U.S. Immigration and Customs Enforcement led a nationwide dragnet targeting people in the country illegally who have prior criminal convictions, sweeping up more than 2,000 people from 94 countries.
In a statement released Monday afternoon, ICE director Sarah R. Saldaña said, “This national operation exemplifies ICE’s ongoing commitment to prioritizing convicted criminals and public safety threats for apprehension and removal. By taking these individuals off our streets and removing them from the country, we are making our communities safer for everyone.”
The operation, nicknamed “Cross Check,” comes at a time when President Obama has been accused of ignoring enforcement of immigration laws by prominent Republicans.

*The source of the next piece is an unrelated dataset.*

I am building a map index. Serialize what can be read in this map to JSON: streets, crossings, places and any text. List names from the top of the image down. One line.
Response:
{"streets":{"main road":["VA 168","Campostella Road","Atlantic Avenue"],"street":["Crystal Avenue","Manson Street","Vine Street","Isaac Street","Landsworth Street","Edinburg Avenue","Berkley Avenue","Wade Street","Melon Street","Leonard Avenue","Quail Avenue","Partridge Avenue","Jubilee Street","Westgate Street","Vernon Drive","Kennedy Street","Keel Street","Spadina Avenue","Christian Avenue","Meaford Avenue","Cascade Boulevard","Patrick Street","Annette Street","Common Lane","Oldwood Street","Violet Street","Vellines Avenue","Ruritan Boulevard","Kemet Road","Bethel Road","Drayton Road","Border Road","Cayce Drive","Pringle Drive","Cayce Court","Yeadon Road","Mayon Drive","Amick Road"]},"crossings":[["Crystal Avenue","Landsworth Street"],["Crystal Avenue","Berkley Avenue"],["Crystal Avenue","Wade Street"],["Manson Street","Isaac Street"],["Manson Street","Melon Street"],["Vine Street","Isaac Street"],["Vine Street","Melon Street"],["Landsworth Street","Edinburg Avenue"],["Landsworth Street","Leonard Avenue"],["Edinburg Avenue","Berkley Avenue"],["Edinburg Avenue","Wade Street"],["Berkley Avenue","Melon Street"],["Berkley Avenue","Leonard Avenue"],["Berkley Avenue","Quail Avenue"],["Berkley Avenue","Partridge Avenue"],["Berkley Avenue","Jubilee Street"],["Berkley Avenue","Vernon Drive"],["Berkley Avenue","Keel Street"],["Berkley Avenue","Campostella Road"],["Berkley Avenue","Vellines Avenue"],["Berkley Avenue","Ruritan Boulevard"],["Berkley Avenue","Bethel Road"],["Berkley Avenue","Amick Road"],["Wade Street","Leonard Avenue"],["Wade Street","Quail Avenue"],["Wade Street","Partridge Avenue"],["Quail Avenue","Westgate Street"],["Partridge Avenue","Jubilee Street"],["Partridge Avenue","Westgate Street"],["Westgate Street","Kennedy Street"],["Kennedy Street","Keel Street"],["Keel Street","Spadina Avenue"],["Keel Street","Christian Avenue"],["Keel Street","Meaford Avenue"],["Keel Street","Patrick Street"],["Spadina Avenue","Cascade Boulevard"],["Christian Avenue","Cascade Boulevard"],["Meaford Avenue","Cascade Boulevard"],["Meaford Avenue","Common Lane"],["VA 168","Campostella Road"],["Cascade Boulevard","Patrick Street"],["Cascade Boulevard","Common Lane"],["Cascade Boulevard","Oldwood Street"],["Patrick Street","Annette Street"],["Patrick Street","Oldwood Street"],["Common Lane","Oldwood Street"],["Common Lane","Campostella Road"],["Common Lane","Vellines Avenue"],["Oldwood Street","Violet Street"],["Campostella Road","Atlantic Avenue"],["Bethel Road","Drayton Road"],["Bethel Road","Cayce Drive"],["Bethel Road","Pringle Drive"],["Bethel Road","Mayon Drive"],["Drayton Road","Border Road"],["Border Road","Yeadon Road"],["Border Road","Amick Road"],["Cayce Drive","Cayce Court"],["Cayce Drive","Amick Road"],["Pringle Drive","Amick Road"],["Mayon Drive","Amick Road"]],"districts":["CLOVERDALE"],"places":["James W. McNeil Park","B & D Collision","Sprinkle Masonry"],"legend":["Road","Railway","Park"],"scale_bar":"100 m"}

The executive actions he announced last November extending deportation relief to some 5 million people in the country illegally have been temporarily blocked by a Texas District Court Judge.
According to the Los Angeles Times, the U.S. deported 316,000 people in fiscal year 2014, the lowest figure since Obama became president, and, of those, only 102,000 were “interior removals”—as opposed to people turned back at the border—a drop of 23 percent from the year before.
More people have been deported under Obama than during the tenure of any other U.S. president. Before he announced his executive actions, immigration activists had taken to calling him the "deporter in chief."
According to the agency, of the 2,059 people taken into custody over the five days of Cross Check, more than 1,000 have been convicted of multiple crimes, more than 1,000 were convicted of felony crimes—among them manslaughter, child pornography, kidnapping and rape—476 entered the U.S. illegally again after having been deported and 58 are gang members.
The overwhelming majority of the 912 who were picked up with only misdemeanor priors were convicted of driving under the influence of alcohol or drugs.